O fim das letras miudinhas nos contratos dos consumidores, nomeadamente com os Bancos, é uma boa notícia. Desde 2014 que alerto para a necessidade de se incorporar e aplicar mais o conhecimento da psicologia em benefício dos cidadãos e em melhores políticas públicas, particularmente no sector financeiro da economia.

Desde há vários anos que dou o exemplo das letras miudinhas nos contratos para exemplificar possíveis mudanças simples e de elevado impacto. Mudanças de pouco custo e que protegem os consumidores e previnem muitos outros custos decorrentes de compromissos evitáveis ou menos esclarecidos.

De facto, as letras miudinhas caem numa limitação dos nossos processos mentais. Quem não olhou para estas páginas de caracteres minúsculos amontoados em cima uns dos outros e não se “cansou” de imediato, afastou os olhos e passou à frente de aversão do esforço que antecipava ter que fazer? Pois! É que as nossas capacidades de processamento de informação são limitadas e nós tendemos a querer poupar energia nos nossos processos mentais e nas nossas tomadas de decisão.

Por outro lado, muitas vezes sofremos de enviesamentos de optimismo e consideramos que se trata de uma entidade idónea e/ou que certamente as autoridades já verificaram estes documentos e/ou que se fosse ilegal (o que não era) já alguém teria protestado. Até agora esta era uma prática legal, mas já era uma prática muito pouco ética. Afinal qual era o objectivo das letras serem miudinhas? Poupar papel?

Atenção! Exigir mudanças do tamanho e espaçamento não chega: é crítico que seja facultada informação simplificada, mas rigorosa sobre todos os compromissos que estão a ser assumidos aquando da assinatura de contratos de consumo, especialmente nos de crédito e sempre que estamos perante temas mais complexos. Não esquecer que quanto menos conhecemos de um certo tema mais tendemos a ter certezas sobre ele no momento da decisão – o chamado efeito Dunning-Kruger.

Ou o conhecido enviesamento de acharmos que só acontece aos outros, ou de darmos muito mais atenção à informação que vai ao encontro do que nós desejamos fazer, ou se todos os outros o fazem é porque não há nenhum risco, ou… muitos e muitos mais enviesamentos e distorções decorrentes do nosso pensamento e que a todos nos pode afectar.

Deste modo, a aposta crescente e cada vez mais precoce na literacia financeira, incluindo mais recentemente o conhecimento sobre a forma como mentalmente procedemos à tomada de decisão, que felizmente tem sido cada vez mais uma realidade, é tão importante e deve ser incrementada (ver todoscontam.pt).

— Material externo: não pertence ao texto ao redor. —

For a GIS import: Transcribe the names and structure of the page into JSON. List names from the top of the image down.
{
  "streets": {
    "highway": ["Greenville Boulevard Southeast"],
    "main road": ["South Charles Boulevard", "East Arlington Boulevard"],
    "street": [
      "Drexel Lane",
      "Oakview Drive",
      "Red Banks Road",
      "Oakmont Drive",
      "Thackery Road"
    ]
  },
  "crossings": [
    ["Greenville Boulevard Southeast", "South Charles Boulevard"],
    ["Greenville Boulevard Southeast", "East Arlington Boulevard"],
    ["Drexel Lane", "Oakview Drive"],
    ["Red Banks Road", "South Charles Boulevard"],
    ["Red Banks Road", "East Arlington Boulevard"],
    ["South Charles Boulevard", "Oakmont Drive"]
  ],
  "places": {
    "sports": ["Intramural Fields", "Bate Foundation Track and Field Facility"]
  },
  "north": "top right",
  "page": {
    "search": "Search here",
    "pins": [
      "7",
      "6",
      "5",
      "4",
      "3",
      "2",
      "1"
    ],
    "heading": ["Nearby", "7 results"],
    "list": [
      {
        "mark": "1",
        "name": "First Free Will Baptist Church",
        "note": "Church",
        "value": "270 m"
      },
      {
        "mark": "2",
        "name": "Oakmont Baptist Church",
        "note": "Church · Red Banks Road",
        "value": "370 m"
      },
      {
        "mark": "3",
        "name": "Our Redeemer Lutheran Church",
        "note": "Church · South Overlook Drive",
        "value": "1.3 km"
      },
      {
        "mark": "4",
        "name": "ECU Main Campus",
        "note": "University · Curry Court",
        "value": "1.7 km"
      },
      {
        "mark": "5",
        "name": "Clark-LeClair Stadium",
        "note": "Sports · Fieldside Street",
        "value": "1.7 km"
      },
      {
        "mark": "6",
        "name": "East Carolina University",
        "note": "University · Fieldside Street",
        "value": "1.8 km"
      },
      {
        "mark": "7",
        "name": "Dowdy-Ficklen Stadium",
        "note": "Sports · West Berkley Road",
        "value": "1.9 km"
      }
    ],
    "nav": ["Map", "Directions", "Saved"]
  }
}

Aumentar o nosso conhecimento pode ser protector. E num momento em que cada vez mais vai desaparecendo a intermediação tradicional nos serviços financeiros, com mais actividade online e mais prestadores de serviços financeiros tecnológicos, e em que é crescente a digitalização da economia (como evidenciado pelo 3º inquérito à literacia financeira dos portugueses), é estratégico investir em competências que nos tornem mais ciberresilientes (a este propósito a Ordem dos Psicólogos colabora com o Centro Nacional de Cibersegurança).

Ou seja, que sejamos capazes de ter comportamentos mais protectores para a nossa segurança online, pois esta, entre outras razões, também contribuirá para a nossa segurança financeira, como nos fenómenos de phishing, só para dar um dos exemplos mais conhecidos.

Que o fim das letras miudinhas seja só mais um passo para incorporarmos a ciência psicológica nas políticas públicas, em benefício dos cidadãos.

O autor escreve de acordo com a antiga ortografia.